Rab27A exhibited different subcellular localization than Rab27B and Rab3D.
(A) Cell fractionation samples from ICR mouse pancreas were loaded at 10 μg/lane and separated by PAGE. Antibodies against small G-proteins and marker proteins of different subcellular compartments were used in western blots. (B) Densitometry analysis on the western blot results from purified ZG membrane, mitochondrial and microsomal fractions shown in (A). The results are mean ± SE from three separate cell fractionation experiments. Pancreas tissues from 5–6 ICR mice were used in each experiment. *P < 0.05.
Fig 6.
Rab27A deficiency caused decreased amylase release from isolated acini.

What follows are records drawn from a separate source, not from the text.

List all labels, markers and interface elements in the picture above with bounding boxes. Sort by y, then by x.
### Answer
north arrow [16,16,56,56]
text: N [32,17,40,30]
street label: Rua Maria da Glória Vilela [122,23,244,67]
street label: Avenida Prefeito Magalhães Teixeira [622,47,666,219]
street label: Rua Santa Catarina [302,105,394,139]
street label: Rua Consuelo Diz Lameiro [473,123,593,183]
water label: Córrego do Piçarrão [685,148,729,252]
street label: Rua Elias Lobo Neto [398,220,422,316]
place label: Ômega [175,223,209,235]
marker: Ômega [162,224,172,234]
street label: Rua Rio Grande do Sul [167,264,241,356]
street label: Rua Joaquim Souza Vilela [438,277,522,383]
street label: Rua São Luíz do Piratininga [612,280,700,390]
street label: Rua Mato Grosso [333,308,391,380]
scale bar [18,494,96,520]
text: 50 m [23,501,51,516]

(A, B and C) Freshly prepared acini were incubated with indicated concentrations of CCK (A and B) or carbachol (CCh, C) for 30 min. (D) Fresh acini were incubated with 2 μM A23187 alone, 500 nM PMA alone, a combination of 2 μM A23187 with 500 nM PMA or 100 μM 8-pCPT-2’-O-Me-cAMP (pCPT-cAMP) alone for 30 min. Amylase release results were expressed as percentage of total acinar amylase content (A,C and D) or released amylase units per mg DNA content (B). All results are mean ± SE from five independent experiments, respectively. One WT and one ashen mouse were used in each experiment. Each value was compared to the WT group at each concentration point of the indicated secretagogue. *P < 0.05.
Fig 7.
Visualization of zymogen granule secretory pathway by apical lumen marking with Dextran-Texas Red.

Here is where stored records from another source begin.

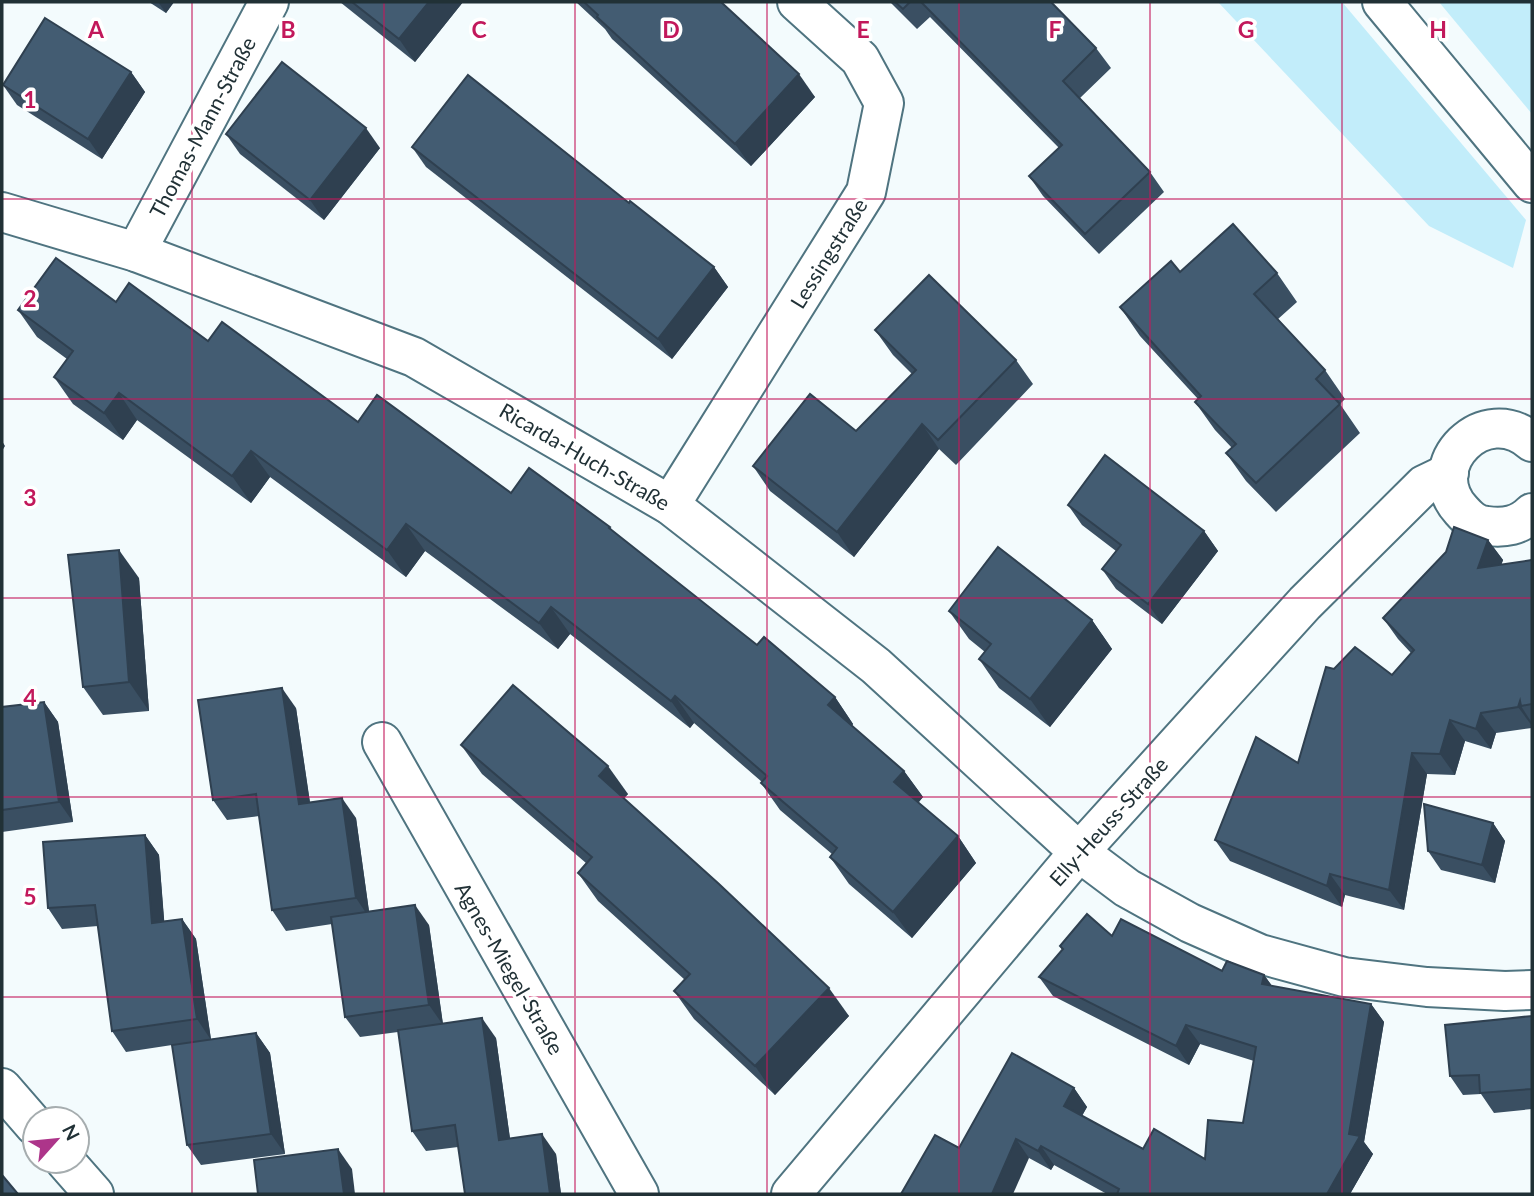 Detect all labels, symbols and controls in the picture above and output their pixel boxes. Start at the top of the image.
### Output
text: A [87,15,105,43]
text: B [280,15,296,43]
text: C [471,15,487,43]
text: D [662,15,680,43]
text: E [856,15,870,43]
text: F [1048,15,1062,43]
text: G [1238,15,1254,43]
text: H [1429,15,1447,43]
street label: Thomas-Mann-Straße [144,32,260,222]
text: 1 [23,85,37,113]
street label: Lessingstraße [784,193,872,313]
text: 2 [23,284,37,312]
street label: Ricarda-Huch-Straße [495,397,675,515]
text: 3 [23,483,37,511]
text: 4 [23,683,37,711]
street label: Elly-Heuss-Straße [1044,751,1172,891]
street label: Agnes-Miegel-Straße [451,878,569,1058]
text: 5 [23,882,37,910]
north arrow [21,1105,91,1175]
text: N [58,1120,85,1144]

(A and B) Freshly made acini were incubated with 1 mg/mL 3000 Da Dextran-Texas Red, stimulated with or without 3 μM carbachol (CCh), fixed and visualized as described in Material and Methods. Confocal microscopy images were obtained with a 60X objective lens. Representative maximum intensity projections of z-stacks images are shown. (C) Quantitative analysis on images obtained from 14 to 22 individual acini from three separate experiments. One WT and one ashen mouse were used in each experiment. Statistical results are mean ± SE. **P < 0.01. Scale bar = 10 μm.
Fig 8.
Visualization of minor-regulated secretory pathway by apical cell surface labeling with anti-LAMP1 staining.
(A and B) Freshly made acini were stimulated with 30 pM CCK and processed as described in Material and Methods. Confocal images of LAMP1 staining (red) and actin (phalloidin, green) were obtained. Representative maximum intensity projections of z-stacks images are shown. (C) Quantitative analysis on the images obtained from 14 to 24 individual acini from three separate experiments. One WT and one ashen mouse were used in each experiment. Statistical results are mean ± SE. *P < 0.05. Scale bar = 10 μm.